**Exercise goal**
Two lines in the listing below mark the span: one contains "context.save();" and one contains "M766 576V637L738 615Z". Reproduce both of them and everything between, exactly.

**Input material**
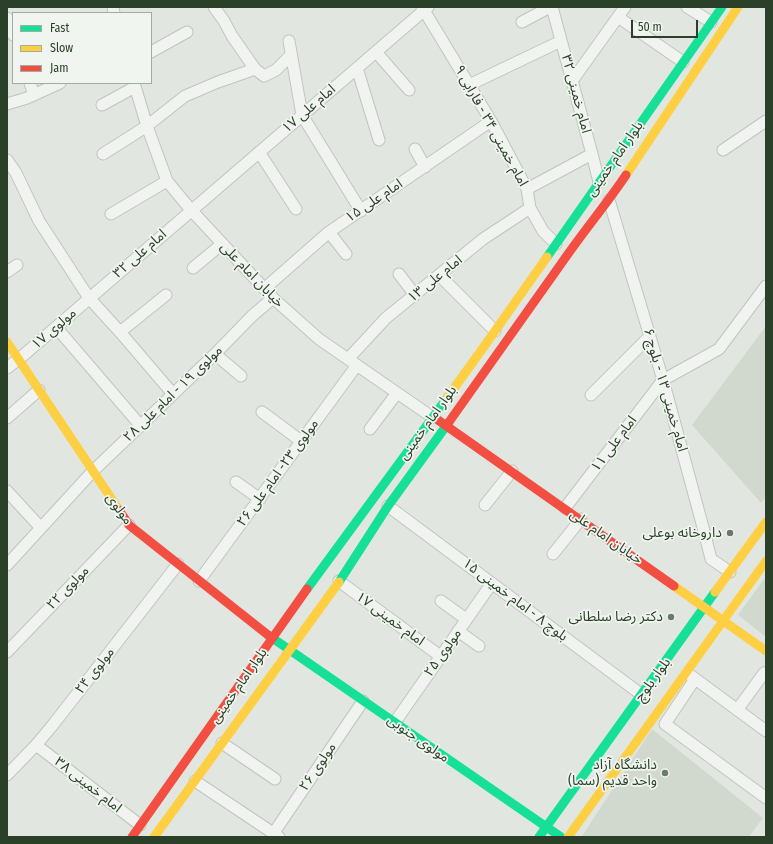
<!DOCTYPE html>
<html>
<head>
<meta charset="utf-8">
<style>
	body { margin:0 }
	#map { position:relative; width:773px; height:844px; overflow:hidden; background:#e2e6e1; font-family:"Fira Sans Condensed",sans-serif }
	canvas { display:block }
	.frame { position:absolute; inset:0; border:8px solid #2b4028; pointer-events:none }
	.legend { position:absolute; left:12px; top:12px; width:140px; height:72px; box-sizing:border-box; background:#f0f6ef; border:1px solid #a1ad9f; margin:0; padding:5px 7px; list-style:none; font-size:12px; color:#2b4028 }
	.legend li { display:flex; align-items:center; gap:8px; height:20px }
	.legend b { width:20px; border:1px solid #a1ad9f }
	.scale { position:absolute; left:631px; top:20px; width:67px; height:18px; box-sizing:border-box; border:2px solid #2b4028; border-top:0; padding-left:5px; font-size:12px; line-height:14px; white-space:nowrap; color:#2b4028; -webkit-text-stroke:3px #f0f6ef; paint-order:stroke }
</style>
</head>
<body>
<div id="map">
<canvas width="773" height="844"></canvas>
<div class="frame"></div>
<ul class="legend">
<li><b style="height:5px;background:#16e098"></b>Fast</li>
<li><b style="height:5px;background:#ffcf43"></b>Slow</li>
<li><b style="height:5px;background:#f24e42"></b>Jam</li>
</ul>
<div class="scale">50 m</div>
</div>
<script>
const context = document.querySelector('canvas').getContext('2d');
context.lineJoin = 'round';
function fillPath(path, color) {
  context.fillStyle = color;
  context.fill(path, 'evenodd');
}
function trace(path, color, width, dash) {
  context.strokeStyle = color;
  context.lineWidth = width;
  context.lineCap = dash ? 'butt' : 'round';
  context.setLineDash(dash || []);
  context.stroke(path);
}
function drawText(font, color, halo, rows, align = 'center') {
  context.font = font + ' "Fira Sans Condensed","Noto Sans Arabic",sans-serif';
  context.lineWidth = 3.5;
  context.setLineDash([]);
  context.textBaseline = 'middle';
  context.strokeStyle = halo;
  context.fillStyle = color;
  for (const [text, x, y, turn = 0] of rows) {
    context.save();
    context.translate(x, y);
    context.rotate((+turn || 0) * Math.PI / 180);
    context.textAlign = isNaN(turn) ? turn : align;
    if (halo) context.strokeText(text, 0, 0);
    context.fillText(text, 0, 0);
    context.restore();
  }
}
fillPath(new Path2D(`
	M766 326V497L761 503 692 425Z
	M766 576V637L738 615Z
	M652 729 763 818 749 837H583L582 836Z`), '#d1d9cf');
const street = new Path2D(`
	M113 7 114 13
	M214 7 224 21 232 36 255 69 264 76 276 70 291 55
	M422 7 491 121 527 189 530 208 543 231 556 244
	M552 7 592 154 599 182
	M687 7 711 22
	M618 17 683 62
	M7 18 13 35
	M522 22 550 7
	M289 41 302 115 361 211
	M151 52 187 32
	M376 52 409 90
	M357 68 379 140
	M572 81 625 7
	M30 83 34 95
	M134 83 147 126 167 181 191 210 273 298 319 339 432 417
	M469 85 561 41
	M7 104 27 98 60 83
	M102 105 135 87
	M415 149 425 167
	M723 150 766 121
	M259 152 296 209
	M103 154 147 126 185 96 218 82 255 69
	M7 160 16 173 39 221 89 298 120 332 173 394
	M527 189 592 154
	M609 200 663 380 704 531 711 559 730 572
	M111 214 167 181
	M329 232 346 254
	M193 268 222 244
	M7 272 17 265
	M399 274 415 295
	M439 275 495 331
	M264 289 329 232 491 121
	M56 327 140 425
	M120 332 166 295
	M215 354 241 376
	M348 359 386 318 483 239 530 208
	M7 368 19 359 428 7
	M591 395 650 336
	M262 412 301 441
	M7 418 39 390
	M370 429 397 393
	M236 482 260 499
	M7 491 41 528
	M485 505 512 471
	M388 506 642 695
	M565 508 663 380 719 349 766 286
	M553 554 581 519
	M7 565 93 471 215 354 252 316 273 298
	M199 581 357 365
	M339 581 440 656
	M441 601 466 619
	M458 631 479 646
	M7 652 129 525
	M690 675 766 731
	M695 679 665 724 766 798
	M737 710 764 673 766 674
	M395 722 492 583
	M222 743 275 779
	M36 745 140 825
	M7 775 36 745 52 726 178 564
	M195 781 279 837
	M273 834 363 701`);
trace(street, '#c0c4bf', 13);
trace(street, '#f1f3f1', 11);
trace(new Path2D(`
	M547 257 722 7
	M339 582 388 506 449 422
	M307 589 447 398
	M268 635 561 837
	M539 837 715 592`), '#16e098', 9);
trace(new Path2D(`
	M626 175 738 7
	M7 342 119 510
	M447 398 483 348 547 257
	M674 586 766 651
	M715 592 766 522
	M154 837 339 582
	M568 837 766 561`), '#ffcf43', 9);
trace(new Path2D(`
	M438 420 674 586
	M449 422C489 366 528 310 568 254 587 227 608 202 626 175
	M119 510 129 525 268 635
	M132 837 307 589`), '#f24e42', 9);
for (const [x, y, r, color] of [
	[730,533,4,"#6b7a69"],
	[671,617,4,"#6b7a69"],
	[665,773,4,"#6b7a69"]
]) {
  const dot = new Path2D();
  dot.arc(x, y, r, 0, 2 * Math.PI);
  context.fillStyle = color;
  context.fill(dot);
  trace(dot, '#f0f6ef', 1.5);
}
drawText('14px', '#2b4028', '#f0f6ef', [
	["امام خمینی ۳۲",576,94,75],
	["امام علی ۱۷",309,109,-41],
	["امام خمینی ۳۴ - فارابی ۹",491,126,61],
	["بلوار امام خمینی",615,159,-55],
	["امام علی ۱۵",374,201,-34],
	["امام علی ۳۲",140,254,-41],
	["خیابان امام علی",252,275,46],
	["امام علی ۱۳",435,279,-39],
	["مولوی ۱۷",54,329,-41],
	["امام خمینی ۱۳ - بلوچ ۶",665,390,74],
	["مولوی ۱۹ - امام علی ۲۸",173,394,-44],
	["بلوار امام خمینی",428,423,-54],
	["امام علی ۱۱",614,444,-53],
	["مولوی ۲۳- امام علی ۲۶",278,473,-54],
	["مولوی",119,509,54],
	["خیابان امام علی",606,537,35],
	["مولوی ۲۲",68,588,-46],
	["بلوچ ۸ - امام خمینی ۱۵",515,600,37],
	["امام خمینی ۱۷",390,619,36],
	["مولوی ۲۵",443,653,-55],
	["مولوی ۲۴",95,671,-52],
	["بلوار بلوچ",653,680,-54],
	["بلوار امام خمینی",239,686,-55],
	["مولوی جنوبی",418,739,35],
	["مولوی ۲۶",318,767,-56],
	["امام خمینی ۳۸",88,785,38]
]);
drawText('14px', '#2b4028', '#f0f6ef', [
	["داروخانه بوعلی",722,533],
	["دکتر رضا سلطانی",663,617],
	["دانشگاه آزاد",657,765],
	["واحد قدیم (سما)",657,781]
], 'right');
</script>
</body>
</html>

**Written answer**
    context.save();
    context.translate(x, y);
    context.rotate((+turn || 0) * Math.PI / 180);
    context.textAlign = isNaN(turn) ? turn : align;
    if (halo) context.strokeText(text, 0, 0);
    context.fillText(text, 0, 0);
    context.restore();
  }
}
fillPath(new Path2D(`
	M766 326V497L761 503 692 425Z
	M766 576V637L738 615Z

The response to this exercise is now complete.